For SBA loans and commercial bank loans, 1.25 is the gold standard.
Why DSCR Matters to Lenders
Lenders want to know:
- Can you cover the loan payments?
- Is there a buffer if things go wrong?
DSCR is their shorthand for both. It combines:
- Your actual or projected earnings
- Your loan terms
- Risk tolerance
The higher the DSCR, the safer the loan looks.
DSCR Benchmarks by Loan Type
Loan Type | Target DSCR |
SBA 7(a) Loans | 1.25 |
Commercial Term Loans | 1.25–1.35 |
Real Estate Loans | 1.2+ |
Working Capital | 1.15+ |
Lower than 1.0? That means you don’t generate enough income to cover payments. Expect a denial.

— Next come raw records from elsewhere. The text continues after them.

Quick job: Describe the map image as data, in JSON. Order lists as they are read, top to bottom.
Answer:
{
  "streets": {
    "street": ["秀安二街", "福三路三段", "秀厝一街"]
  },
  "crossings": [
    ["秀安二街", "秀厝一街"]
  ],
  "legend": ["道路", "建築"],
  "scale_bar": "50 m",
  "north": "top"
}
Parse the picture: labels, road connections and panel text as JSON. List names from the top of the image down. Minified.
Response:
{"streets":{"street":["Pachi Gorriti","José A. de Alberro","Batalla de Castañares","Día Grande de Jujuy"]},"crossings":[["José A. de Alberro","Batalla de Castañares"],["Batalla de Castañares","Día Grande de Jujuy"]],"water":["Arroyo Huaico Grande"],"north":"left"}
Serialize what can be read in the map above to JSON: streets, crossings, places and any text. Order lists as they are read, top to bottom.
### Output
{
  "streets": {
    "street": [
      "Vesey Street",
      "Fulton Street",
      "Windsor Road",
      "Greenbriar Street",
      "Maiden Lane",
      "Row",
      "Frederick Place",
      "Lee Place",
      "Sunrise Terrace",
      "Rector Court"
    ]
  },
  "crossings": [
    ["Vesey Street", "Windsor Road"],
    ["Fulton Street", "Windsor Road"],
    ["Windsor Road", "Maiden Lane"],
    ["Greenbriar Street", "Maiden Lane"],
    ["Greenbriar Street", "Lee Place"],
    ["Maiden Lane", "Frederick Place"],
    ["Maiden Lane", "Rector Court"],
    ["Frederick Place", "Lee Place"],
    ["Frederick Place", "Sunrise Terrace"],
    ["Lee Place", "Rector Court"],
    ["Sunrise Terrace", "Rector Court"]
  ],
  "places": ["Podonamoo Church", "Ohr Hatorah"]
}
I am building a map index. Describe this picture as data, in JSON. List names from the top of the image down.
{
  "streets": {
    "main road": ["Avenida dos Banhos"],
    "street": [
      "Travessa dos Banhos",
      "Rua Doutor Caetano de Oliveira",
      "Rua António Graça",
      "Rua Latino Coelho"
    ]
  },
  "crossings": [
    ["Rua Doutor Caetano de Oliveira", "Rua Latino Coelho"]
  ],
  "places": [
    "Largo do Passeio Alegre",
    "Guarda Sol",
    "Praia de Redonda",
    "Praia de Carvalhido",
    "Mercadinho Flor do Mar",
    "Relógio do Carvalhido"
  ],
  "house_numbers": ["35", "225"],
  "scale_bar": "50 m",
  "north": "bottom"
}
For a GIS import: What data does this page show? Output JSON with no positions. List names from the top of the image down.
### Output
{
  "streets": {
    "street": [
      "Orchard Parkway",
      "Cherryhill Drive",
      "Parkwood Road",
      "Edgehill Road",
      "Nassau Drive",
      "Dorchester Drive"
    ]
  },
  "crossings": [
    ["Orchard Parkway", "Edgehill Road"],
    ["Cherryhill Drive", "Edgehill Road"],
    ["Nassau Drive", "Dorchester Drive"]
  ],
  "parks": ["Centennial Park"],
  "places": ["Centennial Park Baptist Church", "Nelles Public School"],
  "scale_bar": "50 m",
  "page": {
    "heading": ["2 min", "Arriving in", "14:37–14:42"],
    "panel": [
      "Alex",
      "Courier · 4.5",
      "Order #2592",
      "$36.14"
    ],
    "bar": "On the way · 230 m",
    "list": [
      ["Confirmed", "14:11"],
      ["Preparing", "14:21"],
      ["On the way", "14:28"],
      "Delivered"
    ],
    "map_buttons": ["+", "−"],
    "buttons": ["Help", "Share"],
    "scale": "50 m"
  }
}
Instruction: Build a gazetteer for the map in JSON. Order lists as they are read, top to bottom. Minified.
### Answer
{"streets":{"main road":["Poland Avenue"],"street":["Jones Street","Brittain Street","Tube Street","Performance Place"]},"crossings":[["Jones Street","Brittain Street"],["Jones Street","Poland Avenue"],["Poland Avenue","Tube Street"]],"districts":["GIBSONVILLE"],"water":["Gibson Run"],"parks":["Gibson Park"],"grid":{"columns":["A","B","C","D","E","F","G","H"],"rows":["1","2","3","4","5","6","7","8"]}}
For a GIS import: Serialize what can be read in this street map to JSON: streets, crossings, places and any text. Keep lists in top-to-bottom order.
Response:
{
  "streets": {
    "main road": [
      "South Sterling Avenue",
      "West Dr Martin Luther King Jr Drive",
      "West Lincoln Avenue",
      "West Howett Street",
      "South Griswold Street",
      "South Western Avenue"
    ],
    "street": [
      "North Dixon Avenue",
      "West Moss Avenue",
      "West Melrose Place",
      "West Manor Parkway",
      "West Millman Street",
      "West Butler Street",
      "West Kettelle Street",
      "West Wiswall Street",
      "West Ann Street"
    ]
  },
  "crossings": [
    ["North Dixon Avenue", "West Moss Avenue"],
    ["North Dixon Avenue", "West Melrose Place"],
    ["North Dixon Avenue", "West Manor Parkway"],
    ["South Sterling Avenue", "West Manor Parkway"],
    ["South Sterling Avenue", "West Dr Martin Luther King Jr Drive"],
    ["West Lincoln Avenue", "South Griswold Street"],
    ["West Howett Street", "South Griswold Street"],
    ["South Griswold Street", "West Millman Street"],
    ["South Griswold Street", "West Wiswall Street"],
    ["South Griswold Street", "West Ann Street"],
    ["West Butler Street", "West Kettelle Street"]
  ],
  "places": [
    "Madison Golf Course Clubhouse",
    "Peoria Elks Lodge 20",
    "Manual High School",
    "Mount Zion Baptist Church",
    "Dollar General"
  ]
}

Where DSCR Fits in Your Business Plan
A smart business plan will show DSCR in two places:
- Financial Forecasts: Projections for the next 3 years, with DSCR calculated annually
- Loan Repayment Section: Include a simple table showing projected EBITDA, loan payments, and resulting DSCR
This makes underwriting easier and builds confidence.
How to Improve Your DSCR
- Increase income: Drive more sales or raise prices
- Cut costs: Improve gross margin or reduce overhead
- Refinance debt: Lower payments or interest
- Delay new expenses: Push out hires or capital purchases
DSCR is dynamic. You control many of the variables.
Sample DSCR Calculation
Let’s say:
- EBITDA (Year 2) = $250,000
- Total Loan Payments = $200,000
DSCR = 250,000 / 200,000 = 1.25 ✅ Strong
Now imagine:
- EBITDA = $150,000
- Debt Service = $200,000
DSCR = 0.75 ❌ Red flag
Red Flags to Avoid
- Not including DSCR at all
- Assuming DSCR improves without explanation
- Tying DSCR to aggressive sales growth with no plan
- Forgetting to adjust for interest rate changes or balloon payments
Tip: Most SBA loan denials happen because the DSCR doesn’t support the loan size.
Final Thought: Lenders Speak DSCR
You don’t need to be an accountant to understand DSCR—but you do need to be able to speak the language of repayment.
Include DSCR in your business plan, explain your assumptions, and tie it directly to your loan strategy.